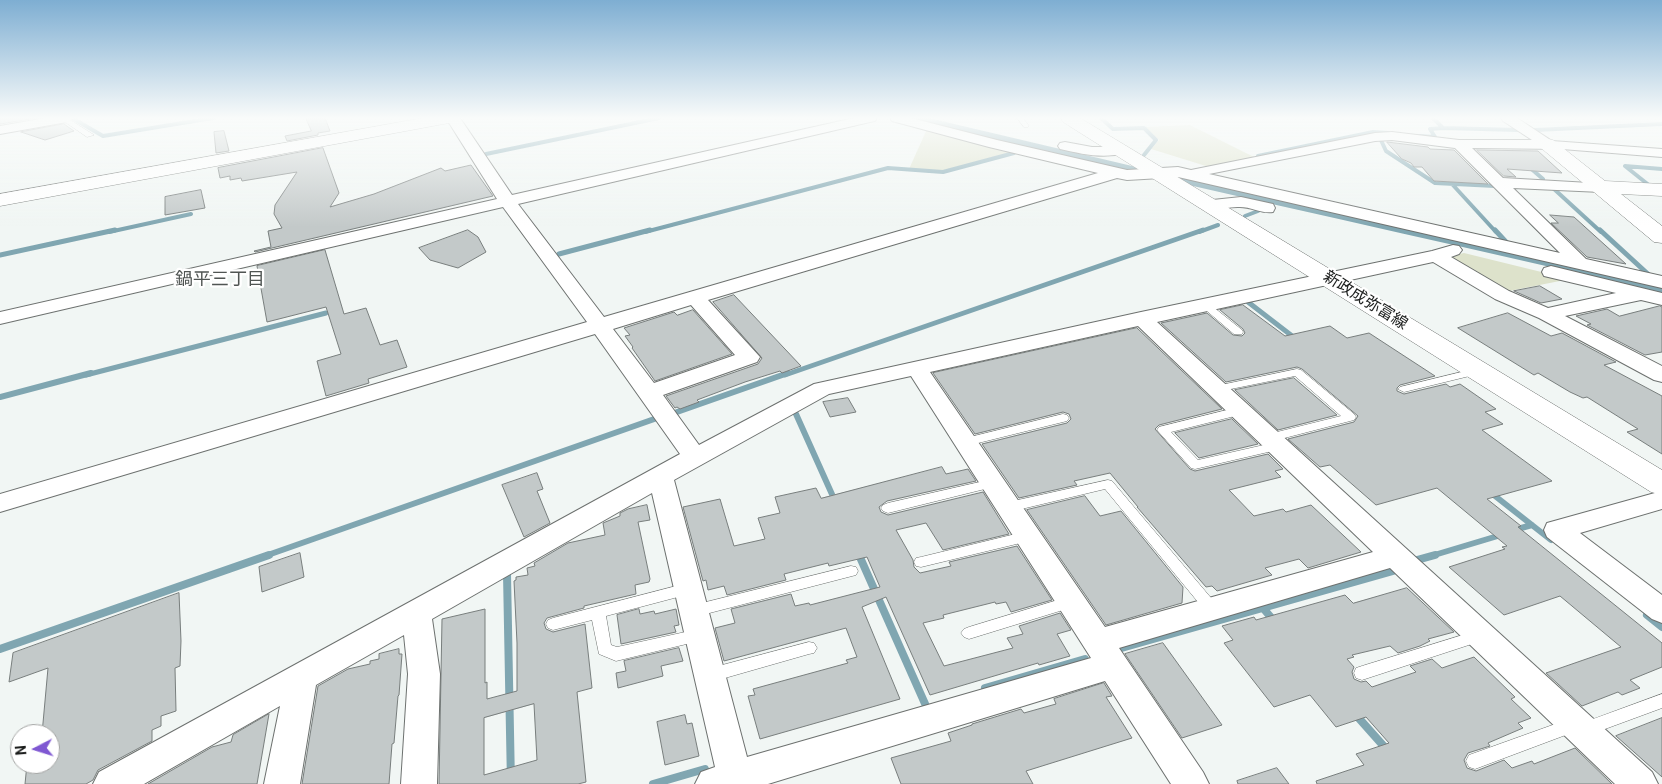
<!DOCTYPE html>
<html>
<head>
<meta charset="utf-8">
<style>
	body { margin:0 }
	#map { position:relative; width:1662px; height:784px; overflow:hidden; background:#f1f6f4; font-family:Roboto,sans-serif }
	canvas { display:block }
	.north { position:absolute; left:10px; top:724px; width:50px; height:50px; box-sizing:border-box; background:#fff; border:1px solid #a4a5a4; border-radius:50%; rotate:265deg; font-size:14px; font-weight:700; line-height:20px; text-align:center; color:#1b1d1c }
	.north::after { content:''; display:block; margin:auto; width:18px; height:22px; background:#7f58d2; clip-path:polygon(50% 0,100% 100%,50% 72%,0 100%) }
</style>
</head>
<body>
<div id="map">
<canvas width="1662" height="784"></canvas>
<div class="north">N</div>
</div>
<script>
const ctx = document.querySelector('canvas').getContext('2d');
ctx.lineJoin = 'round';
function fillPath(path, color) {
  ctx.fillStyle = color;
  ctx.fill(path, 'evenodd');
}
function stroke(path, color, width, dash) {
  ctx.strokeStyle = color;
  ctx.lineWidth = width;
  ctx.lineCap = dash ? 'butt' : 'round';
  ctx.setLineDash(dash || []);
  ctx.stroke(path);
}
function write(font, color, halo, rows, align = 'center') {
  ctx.font = font + ' Roboto,"Noto Sans JP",sans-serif';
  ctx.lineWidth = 4.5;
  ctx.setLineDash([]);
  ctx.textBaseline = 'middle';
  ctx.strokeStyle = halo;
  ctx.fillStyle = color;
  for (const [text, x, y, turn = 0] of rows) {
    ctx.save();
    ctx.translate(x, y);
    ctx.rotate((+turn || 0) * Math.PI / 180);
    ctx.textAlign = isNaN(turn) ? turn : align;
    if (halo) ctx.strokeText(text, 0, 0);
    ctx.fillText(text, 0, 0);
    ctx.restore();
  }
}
const green = new Path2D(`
	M1190 125 1256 158 1209 167 1151 149 1159 140 1145 127Z
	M927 129 1012 152 941 171 909 169Z
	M1464 253 1570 279 1504 292 1446 257Z`);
const water = new Path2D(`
	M906 118H929L1166 174 1662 285V293C1490 252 1317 215 1145 175 1065 157 985 141 906 118Z`);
const streamFar3 = new Path2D(`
	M72 118 103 136 213 118
	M1101 118 1113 129 1144 128 1156 140 1144 155
	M1433 118 1443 128 1520 130
	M1535 130 1662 124
	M1420 136 1435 137 1430 129 1443 128
	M1380 138 1386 151 1435 183 1495 186
	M486 154 659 118
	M1258 156 1373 132 1388 133
	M1528 166 1543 179
	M1452 184 1496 232
	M1650 186 1625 166 1662 169
	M1554 189 1601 232
	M1245 216 1258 211
	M109 232 191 214
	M645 232 888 168 943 172 1014 153
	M1199 232 1218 225`);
const streamFar2 = new Path2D(`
	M1495 230 1507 243
	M1600 230 1649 275
	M559 254 650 230
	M0 255 115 230
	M1248 302 1296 339
	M86 375 326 313
	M785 375 1203 230`);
const streamFar1 = new Path2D(`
	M0 397 91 373
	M677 412 788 373
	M796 414 835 501
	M1490 492 1551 540
	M1514 530 1532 525
	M858 553 859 556
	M265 556 660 417
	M1431 556 1501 535`);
const stream = new Path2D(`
	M859 555 926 706
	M1417 560 1435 555
	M507 574 511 784
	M1263 608 1274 621
	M1647 615 1662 627
	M0 649 269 555
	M1118 649 1393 571
	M985 688 1085 659
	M1356 715 1388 751
	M653 784 705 769`);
const building = new Path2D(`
	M0 118H37L0 124Z
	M306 118H325L330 131 318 133V135L287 141 285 136 311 131Z
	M64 124 74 131 45 140 21 132Z
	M224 131 229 151 216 153 214 132Z
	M1387 142 1428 147 1430 149 1454 150 1488 184 1434 181 1422 167H1414L1411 163 1402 159Z
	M323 148 339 193 330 207 374 194 441 168 445 171 471 165 493 196 255 252 254 251 271 247 268 231 282 228 274 214 275 205 297 172 242 181 241 178 230 180V176L220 178 218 168Z
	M1477 150 1538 151 1562 173 1507 169 1516 177 1504 176Z
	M201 190 205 208 165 215V197Z
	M1550 215 1574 217 1626 264 1587 257 1551 223H1558Z
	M468 230 478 237 486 252 458 268 430 260 419 248Z
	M325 250 344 314 366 308 380 345 397 340 407 367 368 379 369 383 326 396 317 361 341 354 326 307 267 322 257 266Z
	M1540 286 1562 299 1541 303 1514 291Z
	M734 295 801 366 782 373 780 371 745 382 697 400 699 402 680 409 677 407 675 408 666 396 758 364 762 358 713 302Z
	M1243 305 1285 336 1330 326 1347 338 1369 333 1435 376 1400 385 1397 388V391L1404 394 1446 384 1450 387 1460 384 1496 409 1485 412 1503 424 1482 430 1552 481 1487 499 1521 526 1518 527 1662 643V667L1630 680 1640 688 1622 695 1618 692 1582 706 1546 673 1621 647 1560 596 1504 615 1449 567 1505 549 1502 547 1507 546 1437 488 1376 505 1330 465 1320 467 1288 439 1354 422 1358 416 1302 369 1297 367 1226 382 1161 323 1207 313 1233 335 1242 336 1245 333 1243 329 1220 310Z
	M1660 306 1662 307V352L1645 355 1587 325 1591 324 1576 316 1607 309 1619 316Z
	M693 310 732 354 655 381 632 348 633 347 625 336 630 335 624 328 674 312 677 315Z
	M1508 313 1551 336 1562 333 1616 362 1604 365 1662 396V454L1627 432 1638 429 1587 397 1583 398 1570 392 1538 373 1534 375 1458 328Z
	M1137 328 1222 409 1159 425 1155 429 1190 469 1195 471 1268 454 1283 469 1275 471 1281 477 1229 490 1254 516 1283 509 1286 512 1311 505 1361 552 1308 568 1299 559 1265 568 1272 575 1217 591 1212 586 1206 587 1137 507H1138L1110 473 1074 481 1077 485 1019 498 982 444 1067 423 1071 419 1069 414 1063 412 975 434 933 373Z
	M1294 378 1337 415 1278 430 1235 390Z
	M848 398 856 412 830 417 823 402Z
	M1232 419 1258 444 1199 458 1175 433Z
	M942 467 946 474 968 469 976 481 887 501 879 507 881 512 888 515 983 492 1009 534 943 550 926 523 896 530 913 560 914 567 920 573 951 566 949 562 1017 546 1052 600 1011 612 1006 602 996 604 995 602 943 615 944 618 923 623 944 666 1013 648 1007 638 1023 634 1019 626 1060 613 1071 630 1057 634 1070 656 1039 665 1038 663 930 695 886 597 862 607 900 699 760 739 748 696 755 695 753 689 848 663 846 660 857 657 846 628 724 661 715 628 735 623 731 609 791 594 795 606 809 603 810 605 880 587 867 557 829 566 828 563 784 574 786 580 727 595 724 586 708 590 706 580 703 581 683 507 720 499 734 546 765 539 758 518 780 513 775 497 816 488 821 498Z
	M537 473 543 489 537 491 550 523 524 537 502 485Z
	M1085 496 1100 516 1121 511 1183 587 1182 603 1106 625 1027 510Z
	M647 505 650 520 638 522 650 579 649 582 635 585 636 594 584 606V608L547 618 544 623 546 629 553 632 585 624 592 688 577 692 586 782 578 784H439L442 619 485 609V683L487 682V699L517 691V643L514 581 516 580V577L528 575 527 568 535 566 534 563 568 543 605 535 603 523 620 516V513L628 509ZM534 704 537 760 484 775V718Z
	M300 553 304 577 262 592 259 567Z
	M1407 588 1454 632 1428 639 1430 641 1420 646 1398 653 1390 646 1352 655 1354 657 1347 659 1354 667 1352 672 1354 679 1361 682 1366 681 1372 687 1416 672 1410 666 1432 659 1442 668 1474 657 1515 697 1511 699 1531 718 1518 723 1523 728 1488 743 1490 746 1468 753 1464 760 1467 768 1476 771 1504 760 1512 768 1532 761 1534 764 1575 748 1612 784H1317L1316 781 1364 765 1356 754 1389 743 1366 717 1336 727 1310 695 1274 707 1224 643 1233 640 1222 626 1254 617 1256 620 1345 595 1353 603Z
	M179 593 181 641 180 666 175 668 176 711 161 716V726L152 730V741L98 770 93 780 86 784H25L27 764H50V734H42L48 668 9 682 13 653Z
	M639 609 640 614 654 611 655 614 676 609 679 625 674 626 676 632 621 644 617 615Z
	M1163 643 1222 725 1182 738 1125 654Z
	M679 648 683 661 661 666 663 676 618 688 616 673 626 671 624 661Z
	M399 649V654H402L399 695 398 696 394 743 392 744 389 784H302L318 686 348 669 370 664V661L379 659V654Z
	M1104 683 1112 696 1106 697 1132 738 1026 771 1033 784H901L891 758 951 741 948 733 972 725V724L1021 709 1024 713 1056 704 1054 699Z
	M269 714 257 784H148L212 747 231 742 233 735Z
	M685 715 687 724 692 723 699 756 665 765 657 722Z
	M1662 718V777L1616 736Z
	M1277 768 1289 784H1238L1237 781Z`);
const service = new Path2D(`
	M62 118H67L94 135 87 137 62 120Z
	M1017 118H1023L1029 126 1028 127H1024Z
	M1204 301 1207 302 1242 330 1243 332 1242 334H1234L1201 306 1199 304Z
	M1478 368 1483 371 1482 373 1404 392 1398 389 1400 387Z
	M1297 369 1301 370 1354 414 1356 417 1354 420 1269 442 1265 441 1263 438 1265 435 1341 416 1295 376 1216 392 1210 389 1216 386Z
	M1239 407 1245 411 1243 414 1171 432 1198 460 1277 442 1281 443 1283 446 1281 449 1195 469 1191 468 1157 430 1159 427Z
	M1063 414 1067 415 1069 418 1067 421 966 446 960 442 966 438Z
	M993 479 997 480 999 483 997 486 888 513 883 511 881 508 883 505 888 503Z
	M1108 480 1112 481 1217 605 1219 609 1217 613 1212 615 1207 613 1105 489 1009 512 1004 510 1002 507 1004 504 1009 502Z
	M1028 531 1033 532 1035 536 1033 540 921 567 916 566 914 562 916 558 921 557Z
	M851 566 856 567 858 571 856 575 694 617 689 615 687 611 689 607 694 605Z
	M688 583 693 585 695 589 693 593 606 616 611 645 617 647 699 629 704 631 707 635 704 639 699 641 616 661 599 654 592 620 553 630 548 628 546 624 548 620 553 618Z
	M1071 596 1076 598 1078 602 1076 606 969 639 964 637 961 633 964 629 969 627Z
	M1479 630 1484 632 1487 636 1484 640 1362 680 1356 678 1354 673 1356 668 1362 666Z
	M809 642 814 643 817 648 814 653 809 654 711 682 705 680 703 675 705 670 711 668Z
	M1662 694V708L1586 736 1580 733 1579 730 1475 769 1469 767 1466 761 1469 755 1572 718 1578 721 1579 724Z`);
const minor = new Path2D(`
	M46 118H74L67 122 0 134V126Z
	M446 118H460L512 195 854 118H877L875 121 870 122 518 204 604 317 1098 173 989 147 892 121 890 118H911L997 140 1127 170 1178 167 1191 170 1375 133 1392 132 1459 140H1532L1503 121 1501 118H1517L1552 141 1662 149V157L1562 149 1472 148 1503 178 1607 184 1609 187 1607 190 1601 192 1513 188 1586 259 1662 276V288L1178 177 1127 180 1117 178 708 300 760 357 757 362 663 395 699 445 814 384 1141 312 1432 251 1453 245 1459 246 1462 250 1459 254 1451 257 1509 291 1548 308 1616 293 1544 276 1542 272 1544 268 1551 266 1662 293V305L1641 300 1565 316 1662 366V382L1654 380 1539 318 1495 299 1433 262 1157 322 1652 772 1658 784H1615L1390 568 1119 648 1203 772 1209 784H1171L1105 681 768 784H695L701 772 715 767 652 493 432 619 440 674 437 784H401L408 674 404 635 316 685 300 784H264L280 706 144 784H93L99 772 680 454 595 334 0 512V494L587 322 503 207 0 324V312L497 199ZM1392 140 1455 148 1560 253 1209 174 1375 141ZM691 305 735 355 654 383 613 329ZM1138 326 1373 552 1105 627 930 372ZM911 376 1091 658 747 757 674 480 829 394Z
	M1065 142 1092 147H1125L1127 150 1125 153C1103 159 1082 154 1060 149L1058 146 1060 143Z
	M1241 197 1273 204 1275 208 1273 212C1262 214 1252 207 1240 207 1228 206 1216 212 1203 209L1201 205 1203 201Z
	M1662 491V509L1580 533 1662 595V623L1652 619 1547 537 1544 530 1547 523Z`);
const tertiary = new Path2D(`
	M423 118H457L455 122 449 123 0 206V194Z
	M1547 139 1553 140 1605 181 1662 184V196L1621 194 1662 226V243L1654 242 1541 148 1538 144 1541 140Z`);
const secondary = new Path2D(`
	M1061 118H1080L1662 470V495L1651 492 1063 122Z`);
const streetNames = [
	["新政成弥富線",1365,301,32]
];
const neighbourhoodNames = [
	["鍋平三丁目",220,280]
];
fillPath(green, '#dde2cb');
fillPath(water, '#80a6b1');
stroke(streamFar3, '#80a6b1', 4);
stroke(streamFar2, '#80a6b1', 5);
stroke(streamFar1, '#80a6b1', 6);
stroke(stream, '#80a6b1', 8);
fillPath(building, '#c3c9c9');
stroke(building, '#787e7d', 1);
stroke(service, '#6d716f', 1);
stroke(minor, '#6d716f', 2);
stroke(tertiary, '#6d716f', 1);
stroke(secondary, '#6d716f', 1);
fillPath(service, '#fff');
fillPath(minor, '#fff');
fillPath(tertiary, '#fff');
fillPath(secondary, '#fff');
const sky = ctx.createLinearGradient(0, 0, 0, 227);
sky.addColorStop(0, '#7eaed2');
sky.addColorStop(0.52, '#f9fbfa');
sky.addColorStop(1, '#f9fbfa00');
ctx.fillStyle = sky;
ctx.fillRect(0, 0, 1662, 227);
write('16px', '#1b1d1c', '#fff', streetNames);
write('18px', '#505553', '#fff', neighbourhoodNames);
</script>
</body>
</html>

Problem to solve →
When the word "center" shows up in a line of the entries, report that line.

Answer for this exercise →
	.north { position:absolute; left:10px; top:724px; width:50px; height:50px; box-sizing:border-box; background:#fff; border:1px solid #a4a5a4; border-radius:50%; rotate:265deg; font-size:14px; font-weight:700; line-height:20px; text-align:center; color:#1b1d1c }
function write(font, color, halo, rows, align = 'center') {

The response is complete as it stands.